**Problem requirements**
Would you print every entry exactly as it appears?

== Segment start ==

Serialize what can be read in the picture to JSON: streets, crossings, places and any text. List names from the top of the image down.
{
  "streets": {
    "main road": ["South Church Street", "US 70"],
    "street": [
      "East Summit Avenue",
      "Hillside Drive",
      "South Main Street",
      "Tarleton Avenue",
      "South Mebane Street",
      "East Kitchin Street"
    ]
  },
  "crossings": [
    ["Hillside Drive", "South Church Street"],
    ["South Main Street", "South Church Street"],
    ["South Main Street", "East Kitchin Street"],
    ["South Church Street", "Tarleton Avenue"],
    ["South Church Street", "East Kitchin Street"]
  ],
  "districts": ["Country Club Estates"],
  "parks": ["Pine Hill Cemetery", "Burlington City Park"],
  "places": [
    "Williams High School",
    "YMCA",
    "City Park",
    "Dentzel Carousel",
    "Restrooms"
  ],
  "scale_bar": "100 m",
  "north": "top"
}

== Segment end ==

**Answer box**
Serialize what can be read in the picture to JSON: streets, crossings, places and any text. List names from the top of the image down.
{
  "streets": {
    "main road": ["South Church Street", "US 70"],
    "street": [
      "East Summit Avenue",
      "Hillside Drive",
      "South Main Street",
      "Tarleton Avenue",
      "South Mebane Street",
      "East Kitchin Street"
    ]
  },
  "crossings": [
    ["Hillside Drive", "South Church Street"],
    ["South Main Street", "South Church Street"],
    ["South Main Street", "East Kitchin Street"],
    ["South Church Street", "Tarleton Avenue"],
    ["South Church Street", "East Kitchin Street"]
  ],
  "districts": ["Country Club Estates"],
  "parks": ["Pine Hill Cemetery", "Burlington City Park"],
  "places": [
    "Williams High School",
    "YMCA",
    "City Park",
    "Dentzel Carousel",
    "Restrooms"
  ],
  "scale_bar": "100 m",
  "north": "top"
}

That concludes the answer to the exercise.